***** Dataset *****

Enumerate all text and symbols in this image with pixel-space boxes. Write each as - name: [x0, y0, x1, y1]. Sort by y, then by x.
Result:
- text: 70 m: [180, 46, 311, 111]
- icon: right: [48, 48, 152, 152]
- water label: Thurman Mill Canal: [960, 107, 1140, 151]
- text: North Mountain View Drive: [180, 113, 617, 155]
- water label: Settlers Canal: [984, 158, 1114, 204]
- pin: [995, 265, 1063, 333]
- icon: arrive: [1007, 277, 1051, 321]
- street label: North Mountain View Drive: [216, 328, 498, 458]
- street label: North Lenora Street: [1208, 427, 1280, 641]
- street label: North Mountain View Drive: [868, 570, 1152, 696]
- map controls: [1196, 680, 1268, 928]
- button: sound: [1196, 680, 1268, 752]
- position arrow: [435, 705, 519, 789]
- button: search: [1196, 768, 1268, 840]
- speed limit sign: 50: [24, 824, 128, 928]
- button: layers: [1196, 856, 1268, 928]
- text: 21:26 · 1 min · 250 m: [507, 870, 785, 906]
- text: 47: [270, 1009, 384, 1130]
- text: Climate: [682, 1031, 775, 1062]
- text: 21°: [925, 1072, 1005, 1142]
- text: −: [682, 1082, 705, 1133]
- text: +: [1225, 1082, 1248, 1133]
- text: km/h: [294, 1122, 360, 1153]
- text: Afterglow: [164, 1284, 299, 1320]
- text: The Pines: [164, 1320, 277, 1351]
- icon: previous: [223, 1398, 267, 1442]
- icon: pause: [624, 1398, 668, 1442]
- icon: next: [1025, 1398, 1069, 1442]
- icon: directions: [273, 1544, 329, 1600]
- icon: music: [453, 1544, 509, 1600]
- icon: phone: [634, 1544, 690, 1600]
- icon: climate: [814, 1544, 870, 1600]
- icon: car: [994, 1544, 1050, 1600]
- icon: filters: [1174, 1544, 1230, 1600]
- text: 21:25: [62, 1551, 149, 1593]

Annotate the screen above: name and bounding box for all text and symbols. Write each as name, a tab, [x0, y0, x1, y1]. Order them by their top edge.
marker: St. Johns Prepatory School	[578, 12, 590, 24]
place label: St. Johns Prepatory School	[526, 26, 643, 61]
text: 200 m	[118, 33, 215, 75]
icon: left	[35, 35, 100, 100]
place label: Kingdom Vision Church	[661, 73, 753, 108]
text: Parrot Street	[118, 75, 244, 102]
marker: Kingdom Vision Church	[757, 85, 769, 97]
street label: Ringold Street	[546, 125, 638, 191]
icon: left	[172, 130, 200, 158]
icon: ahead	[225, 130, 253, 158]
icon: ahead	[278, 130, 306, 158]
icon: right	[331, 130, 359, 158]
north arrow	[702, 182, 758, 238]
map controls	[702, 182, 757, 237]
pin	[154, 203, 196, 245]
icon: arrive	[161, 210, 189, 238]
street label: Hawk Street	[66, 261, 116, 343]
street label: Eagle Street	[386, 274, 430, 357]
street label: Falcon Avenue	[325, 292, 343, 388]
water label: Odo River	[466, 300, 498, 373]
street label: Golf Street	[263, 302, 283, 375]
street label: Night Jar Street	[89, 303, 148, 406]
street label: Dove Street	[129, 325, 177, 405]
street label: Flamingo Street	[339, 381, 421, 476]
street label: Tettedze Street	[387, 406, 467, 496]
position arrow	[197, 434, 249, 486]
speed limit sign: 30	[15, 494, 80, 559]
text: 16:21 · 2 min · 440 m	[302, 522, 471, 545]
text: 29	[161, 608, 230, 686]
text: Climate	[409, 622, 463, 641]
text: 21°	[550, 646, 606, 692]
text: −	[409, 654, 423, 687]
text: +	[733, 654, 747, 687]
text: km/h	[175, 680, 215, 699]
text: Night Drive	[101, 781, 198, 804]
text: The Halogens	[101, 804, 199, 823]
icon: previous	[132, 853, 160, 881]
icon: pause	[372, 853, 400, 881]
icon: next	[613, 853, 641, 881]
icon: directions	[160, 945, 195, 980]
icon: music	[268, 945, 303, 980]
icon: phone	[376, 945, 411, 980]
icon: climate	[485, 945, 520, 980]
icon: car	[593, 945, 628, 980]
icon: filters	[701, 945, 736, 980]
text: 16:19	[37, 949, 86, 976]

*****

■ Assignment
All of the entries should be transcribed exactly as they appear.

■ Answer area
Enumerate all text and symbols in this image with pixel-space boxes. Write each as - name: [x0, y0, x1, y1]. Sort by y, then by x.
Result:
- text: 70 m: [180, 46, 311, 111]
- icon: right: [48, 48, 152, 152]
- water label: Thurman Mill Canal: [960, 107, 1140, 151]
- text: North Mountain View Drive: [180, 113, 617, 155]
- water label: Settlers Canal: [984, 158, 1114, 204]
- pin: [995, 265, 1063, 333]
- icon: arrive: [1007, 277, 1051, 321]
- street label: North Mountain View Drive: [216, 328, 498, 458]
- street label: North Lenora Street: [1208, 427, 1280, 641]
- street label: North Mountain View Drive: [868, 570, 1152, 696]
- map controls: [1196, 680, 1268, 928]
- button: sound: [1196, 680, 1268, 752]
- position arrow: [435, 705, 519, 789]
- button: search: [1196, 768, 1268, 840]
- speed limit sign: 50: [24, 824, 128, 928]
- button: layers: [1196, 856, 1268, 928]
- text: 21:26 · 1 min · 250 m: [507, 870, 785, 906]
- text: 47: [270, 1009, 384, 1130]
- text: Climate: [682, 1031, 775, 1062]
- text: 21°: [925, 1072, 1005, 1142]
- text: −: [682, 1082, 705, 1133]
- text: +: [1225, 1082, 1248, 1133]
- text: km/h: [294, 1122, 360, 1153]
- text: Afterglow: [164, 1284, 299, 1320]
- text: The Pines: [164, 1320, 277, 1351]
- icon: previous: [223, 1398, 267, 1442]
- icon: pause: [624, 1398, 668, 1442]
- icon: next: [1025, 1398, 1069, 1442]
- icon: directions: [273, 1544, 329, 1600]
- icon: music: [453, 1544, 509, 1600]
- icon: phone: [634, 1544, 690, 1600]
- icon: climate: [814, 1544, 870, 1600]
- icon: car: [994, 1544, 1050, 1600]
- icon: filters: [1174, 1544, 1230, 1600]
- text: 21:25: [62, 1551, 149, 1593]

Annotate the screen above: name and bounding box for all text and symbols. Write each as name, a tab, [x0, y0, x1, y1]. Order them by their top edge.
marker: St. Johns Prepatory School	[578, 12, 590, 24]
place label: St. Johns Prepatory School	[526, 26, 643, 61]
text: 200 m	[118, 33, 215, 75]
icon: left	[35, 35, 100, 100]
place label: Kingdom Vision Church	[661, 73, 753, 108]
text: Parrot Street	[118, 75, 244, 102]
marker: Kingdom Vision Church	[757, 85, 769, 97]
street label: Ringold Street	[546, 125, 638, 191]
icon: left	[172, 130, 200, 158]
icon: ahead	[225, 130, 253, 158]
icon: ahead	[278, 130, 306, 158]
icon: right	[331, 130, 359, 158]
north arrow	[702, 182, 758, 238]
map controls	[702, 182, 757, 237]
pin	[154, 203, 196, 245]
icon: arrive	[161, 210, 189, 238]
street label: Hawk Street	[66, 261, 116, 343]
street label: Eagle Street	[386, 274, 430, 357]
street label: Falcon Avenue	[325, 292, 343, 388]
water label: Odo River	[466, 300, 498, 373]
street label: Golf Street	[263, 302, 283, 375]
street label: Night Jar Street	[89, 303, 148, 406]
street label: Dove Street	[129, 325, 177, 405]
street label: Flamingo Street	[339, 381, 421, 476]
street label: Tettedze Street	[387, 406, 467, 496]
position arrow	[197, 434, 249, 486]
speed limit sign: 30	[15, 494, 80, 559]
text: 16:21 · 2 min · 440 m	[302, 522, 471, 545]
text: 29	[161, 608, 230, 686]
text: Climate	[409, 622, 463, 641]
text: 21°	[550, 646, 606, 692]
text: −	[409, 654, 423, 687]
text: +	[733, 654, 747, 687]
text: km/h	[175, 680, 215, 699]
text: Night Drive	[101, 781, 198, 804]
text: The Halogens	[101, 804, 199, 823]
icon: previous	[132, 853, 160, 881]
icon: pause	[372, 853, 400, 881]
icon: next	[613, 853, 641, 881]
icon: directions	[160, 945, 195, 980]
icon: music	[268, 945, 303, 980]
icon: phone	[376, 945, 411, 980]
icon: climate	[485, 945, 520, 980]
icon: car	[593, 945, 628, 980]
icon: filters	[701, 945, 736, 980]
text: 16:19	[37, 949, 86, 976]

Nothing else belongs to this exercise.